Sisters author explores legacy of legendary photographer
Last updated 12/12/2023 at 10:04am
Anyone with the slightest interest in the American West or Native American culture is familiar with the work of Edward S. Curtis. His work adorns the walls and bookshelves of many a home in Sisters - and across the globe.
Yet few are familiar with the arduous 30-year quest Curtis embarked upon in the late 19th and early 20th centuries to document the people and cultures of North America's native population. The result was a 22-volume portfolio and book titled "The North American Indian," with over 2,200 photogravures (copper plate prints) and 2.5 million words of ethnographic texts on 80 Western tribes.
Curtis' journey and the resulting treasure trove of work is the subject of the latest publication by Dr. Larry Len Peterson of Sisters. Peterson, an award-winning physician and scientist of dermatology, has won renown for his extraordinary coffeetable books on Western artists Charles M. Russell and Phillip R. Goodwin, and for his highly regarded "American Trinity: Jefferson, Custer, and the Spirit of the West."
"Edward S. Curtis: Printing the Legends" is now available for preorder, and it marks another high point in Peterson's documentation of the important figures in Western art.

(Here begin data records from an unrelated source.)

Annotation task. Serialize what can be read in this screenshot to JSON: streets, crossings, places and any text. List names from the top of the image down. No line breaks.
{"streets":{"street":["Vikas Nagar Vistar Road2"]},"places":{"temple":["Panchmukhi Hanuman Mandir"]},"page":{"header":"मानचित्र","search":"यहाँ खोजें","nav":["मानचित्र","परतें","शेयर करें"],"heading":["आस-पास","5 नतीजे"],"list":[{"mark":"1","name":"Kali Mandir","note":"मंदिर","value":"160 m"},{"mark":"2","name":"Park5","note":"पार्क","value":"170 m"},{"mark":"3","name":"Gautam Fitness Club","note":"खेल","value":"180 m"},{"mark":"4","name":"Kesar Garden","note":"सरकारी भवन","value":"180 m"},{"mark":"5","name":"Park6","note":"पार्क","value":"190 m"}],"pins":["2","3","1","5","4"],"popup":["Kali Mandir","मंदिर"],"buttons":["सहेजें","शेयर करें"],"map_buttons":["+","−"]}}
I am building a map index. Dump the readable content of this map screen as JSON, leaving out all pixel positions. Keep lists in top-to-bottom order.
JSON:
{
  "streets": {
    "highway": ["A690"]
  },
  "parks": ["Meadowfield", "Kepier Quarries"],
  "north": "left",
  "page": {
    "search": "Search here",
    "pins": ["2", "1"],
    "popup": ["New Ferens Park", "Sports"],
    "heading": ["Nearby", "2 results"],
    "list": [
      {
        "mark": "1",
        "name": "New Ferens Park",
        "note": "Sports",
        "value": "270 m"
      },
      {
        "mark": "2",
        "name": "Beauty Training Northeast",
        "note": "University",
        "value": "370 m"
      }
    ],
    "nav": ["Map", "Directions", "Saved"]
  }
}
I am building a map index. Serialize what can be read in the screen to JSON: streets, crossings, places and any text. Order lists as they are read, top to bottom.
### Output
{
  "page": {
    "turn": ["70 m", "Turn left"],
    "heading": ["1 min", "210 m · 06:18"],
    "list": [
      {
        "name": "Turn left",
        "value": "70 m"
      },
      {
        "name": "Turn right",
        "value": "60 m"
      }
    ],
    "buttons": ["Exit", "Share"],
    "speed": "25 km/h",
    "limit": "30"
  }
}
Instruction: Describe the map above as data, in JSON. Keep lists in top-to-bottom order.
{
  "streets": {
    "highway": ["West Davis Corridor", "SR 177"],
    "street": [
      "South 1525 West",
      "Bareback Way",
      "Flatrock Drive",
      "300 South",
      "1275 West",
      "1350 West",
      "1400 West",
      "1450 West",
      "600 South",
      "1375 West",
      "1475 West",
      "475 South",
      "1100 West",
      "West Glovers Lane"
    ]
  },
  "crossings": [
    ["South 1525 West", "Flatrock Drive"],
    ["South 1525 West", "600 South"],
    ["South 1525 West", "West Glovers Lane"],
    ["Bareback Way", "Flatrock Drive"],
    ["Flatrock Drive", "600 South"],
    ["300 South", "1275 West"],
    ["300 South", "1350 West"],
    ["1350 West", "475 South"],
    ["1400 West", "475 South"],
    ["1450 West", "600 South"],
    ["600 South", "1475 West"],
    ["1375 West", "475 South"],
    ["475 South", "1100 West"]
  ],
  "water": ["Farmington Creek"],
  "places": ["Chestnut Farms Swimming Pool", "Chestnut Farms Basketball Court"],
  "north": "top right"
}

"I've known about Curtis for probably 40 years," Peterson told The Nugget.
Among the many artists whose work the scholar and collector has explored - including legends like Russell - Peterson considers Curtis "the most consequential." The scope of his work is breathtaking - and exceptional.
In his introduction to "Printing the Legends," Peterson notes that most photographers in Curtis' era focused on the peoples of the American Southwest and the northern plains, ignoring other peoples entirely. Curtis went to extraordinary lengths to photograph a wide range of peoples.
"Curtis was the only artist who recorded a wide swath of the Indigenous people living in the American and Canadian West," Peterson writes. "That alone is a monumental achievement."
Peterson calls Curtis' near-obsessive effort "the biggest photojournalistic undertaking of all time. If you look at his images, there's nothing like it."
The image that Peterson chose for the cover of the book holds particular meaning for him.
"I have a few Curtis original photographs and that's the first one I bought," he said. "I consider it his best."
In recent years, as every aspect of America's westward expansion is being reassessed, Curtis' reputation has come under scrutiny. Curtis is regarded as having romanticized his subjects and failed to grapple with the conditions that Native Americans were actually living under at the time he created his art. This, for some, calls into question the "truthfulness" of his images.
Ellie Gascoigne of the Photography Ethics Center writes that, "instead of depicting Native American tribes as they actually were in 1898, Curtis ultimately froze them in a past that no longer existed."
Peterson addresses those criticisms, and puts them into context.
Curtis was enamored of the school of art and photography known as Pictorialism - which was, indeed, self-consciously romantic, and depicted beautiful people in beautiful settings, making a photograph appear like a painting. The sepia tone of Curtis' photogravures is a key element of his manifestation of this style.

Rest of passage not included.